3 transformative technologies that will revolutionize the planet

Impact of agriculture on the planet it is huge and unforgiving. Approximately 40 percent of the Earth’s suitable land surface is used for cultivation and grazing. The number of domestic animals far exceeds the remaining wild populations. Each day, more primary forest falls against a tide of plantations and pastures, and each year an area as large as the United Kingdom is lost. If humanity wants to tackle climate change, we must reimagine agriculture.

Covid-19 also exposed deficiencies in current food systems. Agricultural scientists have known for decades that agricultural labor can be exploitative and difficult, so it shouldn’t be surprising to anyone that farm owners have trouble importing labor to keep farms running while struggling to ensure food workers stay. virus free.

Likewise, “just enough, just in time” food supply chains are efficient, but offer little redundancy. And pushing agricultural land into the forest connects humans with reservoirs of viruses that – when they enter the human population – prove devastating.
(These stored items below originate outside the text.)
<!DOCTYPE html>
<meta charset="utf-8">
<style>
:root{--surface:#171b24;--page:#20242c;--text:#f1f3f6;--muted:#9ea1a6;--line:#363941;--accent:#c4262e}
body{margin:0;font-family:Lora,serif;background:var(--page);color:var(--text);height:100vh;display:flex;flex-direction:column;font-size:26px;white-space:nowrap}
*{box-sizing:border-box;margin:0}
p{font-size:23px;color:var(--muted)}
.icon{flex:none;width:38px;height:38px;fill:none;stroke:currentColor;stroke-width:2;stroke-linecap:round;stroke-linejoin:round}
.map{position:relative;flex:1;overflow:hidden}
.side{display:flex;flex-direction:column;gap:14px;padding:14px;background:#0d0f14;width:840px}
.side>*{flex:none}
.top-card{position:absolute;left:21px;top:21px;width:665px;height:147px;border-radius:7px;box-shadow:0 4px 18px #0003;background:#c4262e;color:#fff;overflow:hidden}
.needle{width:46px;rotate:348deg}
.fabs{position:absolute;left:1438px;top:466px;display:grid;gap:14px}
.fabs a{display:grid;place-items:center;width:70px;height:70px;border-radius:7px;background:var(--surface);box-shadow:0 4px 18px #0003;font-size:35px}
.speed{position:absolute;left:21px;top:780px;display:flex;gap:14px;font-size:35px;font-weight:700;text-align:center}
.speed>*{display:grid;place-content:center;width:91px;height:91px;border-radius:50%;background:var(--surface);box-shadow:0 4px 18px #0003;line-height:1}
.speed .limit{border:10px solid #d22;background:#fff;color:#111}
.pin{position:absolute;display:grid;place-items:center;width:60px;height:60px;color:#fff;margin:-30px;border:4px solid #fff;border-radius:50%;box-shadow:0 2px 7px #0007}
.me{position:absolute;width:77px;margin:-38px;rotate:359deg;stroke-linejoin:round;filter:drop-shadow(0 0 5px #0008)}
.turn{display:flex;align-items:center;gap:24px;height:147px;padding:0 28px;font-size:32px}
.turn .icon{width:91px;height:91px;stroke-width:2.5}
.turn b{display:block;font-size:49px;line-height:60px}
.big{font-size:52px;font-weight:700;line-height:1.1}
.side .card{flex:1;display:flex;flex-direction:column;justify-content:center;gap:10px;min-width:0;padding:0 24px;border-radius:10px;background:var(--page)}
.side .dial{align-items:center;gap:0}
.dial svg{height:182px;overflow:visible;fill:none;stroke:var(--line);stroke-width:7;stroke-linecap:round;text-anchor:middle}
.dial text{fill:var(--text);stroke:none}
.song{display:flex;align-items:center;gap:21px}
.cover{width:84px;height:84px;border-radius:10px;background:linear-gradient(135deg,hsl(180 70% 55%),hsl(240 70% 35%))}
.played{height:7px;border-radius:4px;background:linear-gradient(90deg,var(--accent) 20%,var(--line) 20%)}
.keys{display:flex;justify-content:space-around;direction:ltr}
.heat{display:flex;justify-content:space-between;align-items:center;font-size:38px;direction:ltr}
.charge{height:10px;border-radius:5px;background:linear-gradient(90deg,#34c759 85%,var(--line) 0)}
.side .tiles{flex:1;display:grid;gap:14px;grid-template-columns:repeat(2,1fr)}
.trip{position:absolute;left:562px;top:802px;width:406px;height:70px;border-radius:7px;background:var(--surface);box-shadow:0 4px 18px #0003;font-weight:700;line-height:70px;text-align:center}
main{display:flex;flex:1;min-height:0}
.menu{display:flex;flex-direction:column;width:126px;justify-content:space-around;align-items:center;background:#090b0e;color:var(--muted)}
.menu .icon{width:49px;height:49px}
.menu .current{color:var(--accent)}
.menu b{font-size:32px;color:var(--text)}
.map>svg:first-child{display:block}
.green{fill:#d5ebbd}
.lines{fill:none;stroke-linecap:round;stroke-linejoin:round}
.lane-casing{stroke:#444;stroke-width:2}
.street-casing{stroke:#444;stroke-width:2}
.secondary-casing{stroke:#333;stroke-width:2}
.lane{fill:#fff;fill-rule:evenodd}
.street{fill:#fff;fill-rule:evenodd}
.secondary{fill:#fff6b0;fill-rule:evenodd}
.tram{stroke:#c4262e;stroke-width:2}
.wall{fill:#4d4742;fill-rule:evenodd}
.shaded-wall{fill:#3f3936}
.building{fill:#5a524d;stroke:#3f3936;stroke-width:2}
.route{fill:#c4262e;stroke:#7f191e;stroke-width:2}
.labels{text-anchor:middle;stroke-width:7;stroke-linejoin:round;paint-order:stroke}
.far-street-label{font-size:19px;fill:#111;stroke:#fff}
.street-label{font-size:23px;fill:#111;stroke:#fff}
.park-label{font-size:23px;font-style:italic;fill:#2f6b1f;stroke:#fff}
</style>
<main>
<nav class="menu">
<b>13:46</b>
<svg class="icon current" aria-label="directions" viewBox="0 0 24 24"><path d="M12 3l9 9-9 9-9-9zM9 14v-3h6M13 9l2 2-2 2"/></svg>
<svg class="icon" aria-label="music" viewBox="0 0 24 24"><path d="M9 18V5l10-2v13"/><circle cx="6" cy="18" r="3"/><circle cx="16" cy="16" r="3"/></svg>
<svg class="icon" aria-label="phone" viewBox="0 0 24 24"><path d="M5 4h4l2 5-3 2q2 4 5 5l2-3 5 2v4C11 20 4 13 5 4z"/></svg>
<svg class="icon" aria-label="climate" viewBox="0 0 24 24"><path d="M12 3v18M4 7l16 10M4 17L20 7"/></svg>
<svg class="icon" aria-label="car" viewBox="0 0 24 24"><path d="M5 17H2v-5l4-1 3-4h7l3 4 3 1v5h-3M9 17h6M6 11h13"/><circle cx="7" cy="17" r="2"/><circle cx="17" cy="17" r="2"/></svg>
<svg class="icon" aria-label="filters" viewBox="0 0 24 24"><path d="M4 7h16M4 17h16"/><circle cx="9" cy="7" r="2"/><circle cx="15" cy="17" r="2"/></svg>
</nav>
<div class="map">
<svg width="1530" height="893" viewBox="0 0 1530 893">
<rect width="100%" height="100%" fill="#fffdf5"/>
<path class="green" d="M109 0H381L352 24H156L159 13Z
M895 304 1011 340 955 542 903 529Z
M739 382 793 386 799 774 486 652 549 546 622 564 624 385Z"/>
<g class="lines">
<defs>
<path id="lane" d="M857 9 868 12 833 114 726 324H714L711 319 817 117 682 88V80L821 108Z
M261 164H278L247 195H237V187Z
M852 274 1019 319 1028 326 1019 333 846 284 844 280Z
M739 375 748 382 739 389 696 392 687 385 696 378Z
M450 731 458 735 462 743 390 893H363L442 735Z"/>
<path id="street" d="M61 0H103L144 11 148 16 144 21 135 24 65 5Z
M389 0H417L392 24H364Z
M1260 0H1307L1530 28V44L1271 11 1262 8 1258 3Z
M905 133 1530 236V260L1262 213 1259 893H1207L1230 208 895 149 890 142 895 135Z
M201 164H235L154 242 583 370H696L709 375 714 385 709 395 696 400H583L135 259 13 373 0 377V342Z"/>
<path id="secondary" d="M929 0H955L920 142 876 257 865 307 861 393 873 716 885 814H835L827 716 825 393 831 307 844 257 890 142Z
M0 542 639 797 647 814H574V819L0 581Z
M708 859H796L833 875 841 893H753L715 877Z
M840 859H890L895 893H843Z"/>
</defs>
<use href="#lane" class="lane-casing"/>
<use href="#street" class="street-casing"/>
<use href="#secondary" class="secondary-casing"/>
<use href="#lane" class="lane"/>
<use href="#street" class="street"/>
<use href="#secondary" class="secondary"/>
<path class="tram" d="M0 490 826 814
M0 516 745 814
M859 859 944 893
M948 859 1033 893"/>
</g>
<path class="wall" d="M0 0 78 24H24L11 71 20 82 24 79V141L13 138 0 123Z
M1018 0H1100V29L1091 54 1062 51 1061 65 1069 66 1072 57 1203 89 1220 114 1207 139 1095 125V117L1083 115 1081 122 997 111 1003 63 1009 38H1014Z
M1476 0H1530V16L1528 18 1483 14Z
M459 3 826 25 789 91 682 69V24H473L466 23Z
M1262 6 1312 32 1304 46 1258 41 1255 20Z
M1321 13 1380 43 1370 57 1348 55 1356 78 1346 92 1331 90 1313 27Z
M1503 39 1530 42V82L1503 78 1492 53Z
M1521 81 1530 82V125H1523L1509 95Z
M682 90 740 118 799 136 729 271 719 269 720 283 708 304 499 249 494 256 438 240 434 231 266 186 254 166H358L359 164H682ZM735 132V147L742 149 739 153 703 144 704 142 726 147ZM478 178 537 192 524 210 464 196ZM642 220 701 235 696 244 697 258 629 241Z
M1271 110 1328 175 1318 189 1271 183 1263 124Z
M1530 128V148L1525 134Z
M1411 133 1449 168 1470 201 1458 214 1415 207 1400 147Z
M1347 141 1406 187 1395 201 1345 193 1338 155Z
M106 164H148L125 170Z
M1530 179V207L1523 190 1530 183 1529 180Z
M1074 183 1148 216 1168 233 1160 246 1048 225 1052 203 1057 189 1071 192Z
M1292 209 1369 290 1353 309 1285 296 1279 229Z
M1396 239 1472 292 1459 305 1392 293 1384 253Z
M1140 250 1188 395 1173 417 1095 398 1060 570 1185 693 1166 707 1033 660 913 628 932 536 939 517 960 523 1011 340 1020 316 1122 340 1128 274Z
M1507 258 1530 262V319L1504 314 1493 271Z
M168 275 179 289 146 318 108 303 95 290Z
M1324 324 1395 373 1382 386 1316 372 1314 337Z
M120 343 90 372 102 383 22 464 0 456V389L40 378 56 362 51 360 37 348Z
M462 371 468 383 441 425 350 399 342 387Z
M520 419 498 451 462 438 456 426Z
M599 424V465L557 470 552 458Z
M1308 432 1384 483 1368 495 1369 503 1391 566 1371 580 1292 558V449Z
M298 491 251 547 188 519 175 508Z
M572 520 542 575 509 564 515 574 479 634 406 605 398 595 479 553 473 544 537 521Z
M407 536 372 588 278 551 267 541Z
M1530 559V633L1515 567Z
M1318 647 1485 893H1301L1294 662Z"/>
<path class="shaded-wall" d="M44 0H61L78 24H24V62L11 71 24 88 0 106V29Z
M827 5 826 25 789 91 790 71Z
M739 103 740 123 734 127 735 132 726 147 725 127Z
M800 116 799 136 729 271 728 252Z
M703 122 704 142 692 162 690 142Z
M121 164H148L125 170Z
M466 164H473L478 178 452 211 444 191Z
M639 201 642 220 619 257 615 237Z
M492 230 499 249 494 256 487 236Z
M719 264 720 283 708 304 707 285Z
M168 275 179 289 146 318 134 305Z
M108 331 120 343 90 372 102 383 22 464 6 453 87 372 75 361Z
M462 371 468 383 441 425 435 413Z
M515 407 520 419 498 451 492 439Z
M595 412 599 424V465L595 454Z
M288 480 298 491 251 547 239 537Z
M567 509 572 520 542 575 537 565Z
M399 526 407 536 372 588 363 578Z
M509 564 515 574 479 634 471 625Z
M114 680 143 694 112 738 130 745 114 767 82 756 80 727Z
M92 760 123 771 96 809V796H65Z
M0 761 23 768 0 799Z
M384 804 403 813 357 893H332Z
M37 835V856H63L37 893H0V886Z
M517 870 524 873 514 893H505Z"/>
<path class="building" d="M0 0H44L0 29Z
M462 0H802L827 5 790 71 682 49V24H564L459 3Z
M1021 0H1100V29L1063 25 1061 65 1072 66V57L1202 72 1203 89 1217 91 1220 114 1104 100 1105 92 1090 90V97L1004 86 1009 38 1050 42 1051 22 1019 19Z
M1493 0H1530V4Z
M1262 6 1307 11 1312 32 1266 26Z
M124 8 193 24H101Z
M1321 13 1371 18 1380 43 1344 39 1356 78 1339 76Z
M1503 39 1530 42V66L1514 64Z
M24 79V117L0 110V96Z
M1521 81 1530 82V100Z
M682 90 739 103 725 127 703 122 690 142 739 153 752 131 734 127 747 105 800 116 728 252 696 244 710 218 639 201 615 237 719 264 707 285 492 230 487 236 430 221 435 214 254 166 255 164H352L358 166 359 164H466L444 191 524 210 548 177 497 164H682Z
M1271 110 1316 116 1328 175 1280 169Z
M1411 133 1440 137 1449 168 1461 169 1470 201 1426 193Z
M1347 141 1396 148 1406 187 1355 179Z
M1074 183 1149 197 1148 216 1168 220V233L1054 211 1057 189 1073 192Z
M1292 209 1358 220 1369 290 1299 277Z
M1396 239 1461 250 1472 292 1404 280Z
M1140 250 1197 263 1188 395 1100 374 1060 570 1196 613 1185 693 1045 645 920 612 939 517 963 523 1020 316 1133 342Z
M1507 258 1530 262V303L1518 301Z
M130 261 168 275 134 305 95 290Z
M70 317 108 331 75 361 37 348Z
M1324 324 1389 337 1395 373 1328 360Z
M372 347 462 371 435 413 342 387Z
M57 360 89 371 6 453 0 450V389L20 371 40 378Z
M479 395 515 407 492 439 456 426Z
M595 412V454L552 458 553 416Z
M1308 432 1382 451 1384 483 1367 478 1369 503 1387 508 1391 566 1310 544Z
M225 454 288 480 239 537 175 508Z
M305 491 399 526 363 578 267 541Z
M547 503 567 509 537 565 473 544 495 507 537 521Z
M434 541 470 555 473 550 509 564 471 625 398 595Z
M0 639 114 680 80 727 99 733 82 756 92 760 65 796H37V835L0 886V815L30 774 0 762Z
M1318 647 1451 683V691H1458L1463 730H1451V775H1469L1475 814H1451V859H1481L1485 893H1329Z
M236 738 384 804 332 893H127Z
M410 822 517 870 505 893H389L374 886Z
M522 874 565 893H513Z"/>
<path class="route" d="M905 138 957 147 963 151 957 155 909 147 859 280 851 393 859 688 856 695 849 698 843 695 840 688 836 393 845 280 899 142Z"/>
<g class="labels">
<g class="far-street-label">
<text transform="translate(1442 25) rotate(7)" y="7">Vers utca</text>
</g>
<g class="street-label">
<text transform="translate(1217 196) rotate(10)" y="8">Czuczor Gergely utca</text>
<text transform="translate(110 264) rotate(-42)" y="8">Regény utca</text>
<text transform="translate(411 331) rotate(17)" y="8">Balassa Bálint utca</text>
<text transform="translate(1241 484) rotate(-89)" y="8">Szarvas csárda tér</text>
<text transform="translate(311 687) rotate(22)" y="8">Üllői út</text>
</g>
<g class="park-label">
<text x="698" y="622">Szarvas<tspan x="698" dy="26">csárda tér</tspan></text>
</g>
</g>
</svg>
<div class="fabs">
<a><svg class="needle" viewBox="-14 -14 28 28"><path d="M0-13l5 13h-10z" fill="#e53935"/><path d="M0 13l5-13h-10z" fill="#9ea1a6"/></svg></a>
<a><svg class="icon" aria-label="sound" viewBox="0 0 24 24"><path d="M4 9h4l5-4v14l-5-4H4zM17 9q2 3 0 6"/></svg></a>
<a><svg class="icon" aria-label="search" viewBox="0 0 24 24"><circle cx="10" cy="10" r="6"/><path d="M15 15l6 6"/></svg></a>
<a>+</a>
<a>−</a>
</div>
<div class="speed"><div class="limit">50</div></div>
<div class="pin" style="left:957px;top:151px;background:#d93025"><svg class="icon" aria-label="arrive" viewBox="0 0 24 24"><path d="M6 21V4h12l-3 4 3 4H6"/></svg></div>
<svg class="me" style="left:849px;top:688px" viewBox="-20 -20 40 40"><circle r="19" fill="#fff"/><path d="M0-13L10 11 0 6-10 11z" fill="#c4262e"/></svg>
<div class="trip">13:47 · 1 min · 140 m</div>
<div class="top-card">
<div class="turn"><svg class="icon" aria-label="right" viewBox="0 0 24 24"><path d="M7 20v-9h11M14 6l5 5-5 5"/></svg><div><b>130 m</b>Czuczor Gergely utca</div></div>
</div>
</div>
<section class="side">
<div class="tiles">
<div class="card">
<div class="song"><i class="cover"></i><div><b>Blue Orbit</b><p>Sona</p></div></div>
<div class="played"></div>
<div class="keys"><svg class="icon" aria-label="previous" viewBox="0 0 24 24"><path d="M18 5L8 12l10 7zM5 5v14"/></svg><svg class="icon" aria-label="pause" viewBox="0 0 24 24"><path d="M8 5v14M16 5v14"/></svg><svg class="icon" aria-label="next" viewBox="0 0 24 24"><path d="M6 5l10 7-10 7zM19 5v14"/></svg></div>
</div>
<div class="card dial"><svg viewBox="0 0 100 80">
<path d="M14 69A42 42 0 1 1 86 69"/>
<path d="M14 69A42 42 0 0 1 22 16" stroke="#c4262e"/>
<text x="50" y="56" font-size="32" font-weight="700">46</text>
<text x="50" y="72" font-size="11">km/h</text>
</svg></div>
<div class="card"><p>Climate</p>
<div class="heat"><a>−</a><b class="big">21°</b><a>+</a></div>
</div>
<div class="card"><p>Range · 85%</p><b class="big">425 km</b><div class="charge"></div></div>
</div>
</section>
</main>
To meet these challenges, new technologies promise a greener approach to food production and focus on more plant-based, year-round, local and intensive production. Done right, three technologies – vertical, cellular and precision agriculture – can redo the relationship between land and food.

3. Farm in a box

Vertical farming – the practice of growing food in stacked trays – is not new; innovators have been growing indoor crops since Roman times. The novelty is the efficiency of LED lighting and advanced robotics, which allow vertical farms to produce 20 times more food with the same footprint than is possible in the field.

Currently, most vertical farms produce only vegetables, such as lettuce, herbs and microgreens, because they are fast and profitable, but within five years many more crops will be possible, as the cost of lighting continues to fall and technology develops.

The controlled environments of vertical farms reduce the use of pesticides and herbicides, can be carbon neutral and recycle water. For cold and hot climates, where the production of tender crops is difficult or impossible, vertical farming promises the end of expensive and environmentally intensive imports, such as berries, small fruits and avocados from regions like California.

Cellular agriculture, or the science of producing animal products without animals, heralds an even greater change. In 2020 alone, hundreds of millions of dollars entered the sector and, in recent months, the first products reached the market.

This includes Brave Robot’s “ice cream” that doesn’t involve cows and the limited launch of Eat Just’s “chicken” that never went cackling.

Precision agriculture is another major frontier. Soon, autonomous tractors will use the data to plant the right seed in the right place and provide each plant with the exact amount of fertilizer, reducing energy, pollution and waste.

Together, vertical, cellular and precision agriculture should allow us the ability to produce more food with less land and less inputs. Ideally, we will be able to produce any crop, anywhere, at any time of the year, eliminating the need for long, vulnerable and energy-consuming supply chains.

2. Is 2.0 agriculture ready?

Of course, these technologies are not a panacea – no technology is. On the one hand, although these technologies are maturing rapidly, they are not quite ready for conventional deployment. Many remain too expensive for small and medium-sized farms and can lead to farm consolidation.

Some consumers and food theorists are cautious, wondering why we can’t produce our food the way our great-grandparents did. Critics of these agricultural technologies are calling for agroecological or regenerative agriculture that achieves sustainability through diversified, small-scale farms that feed local consumers. Regenerative agriculture it is very promising, but it is not clear whether it will have scale.

Can cultured meats become commonplace in supermarkets in the next decade?Firn / Shutterstock

While these are serious considerations, there is no single approach to food security. For example, small-scale alternative farms with mixed crops also suffer from a shortage of labor and typically produce expensive food that is beyond the means of low-income consumers. But it doesn’t have to be an “or / or” situation. There are advantages and disadvantages to all approaches and we cannot achieve our climate and food security objectives without also embracing agricultural technology.

1. Hopeful future for agriculture

By taking the best aspects of alternative agriculture (namely the commitment to sustainability and nutrition), the best aspects of conventional agriculture (economic efficiency and scalability) and new technologies like those described above, the world can embark on an agricultural revolution that – when combined with progressive policies around work, nutrition, animal welfare and the environment – will produce abundant food while reducing the agricultural footprint on the planet.

This new approach to agriculture, a “closed circuit revolution”, it is already flourishing in fields (and laboratories) of advanced greenhouses in the Netherlands and fish farms in Singapore to Silicon Valley cell agriculture companies.

Hydroponic cucumbers can be grown indoors with LED lights.Lenore Newman

Closed-loop farms use few pesticides, are efficient in terms of land and energy and recycle water. They can enable local production throughout the year, reduce repetitive manual labor, improve environmental results and animal welfare. If these facilities are combined with good policy, we should see land that is not necessary for agriculture to be returned to nature as parks or wildlife refuges.

Today’s world was shaped by an agricultural revolution that started 10,000 years ago. This next revolution will be equally transformative. Covid-19 may have put the problems with our food system on the front page, but the long-term perspective for this old and vital industry is, ultimately, good news.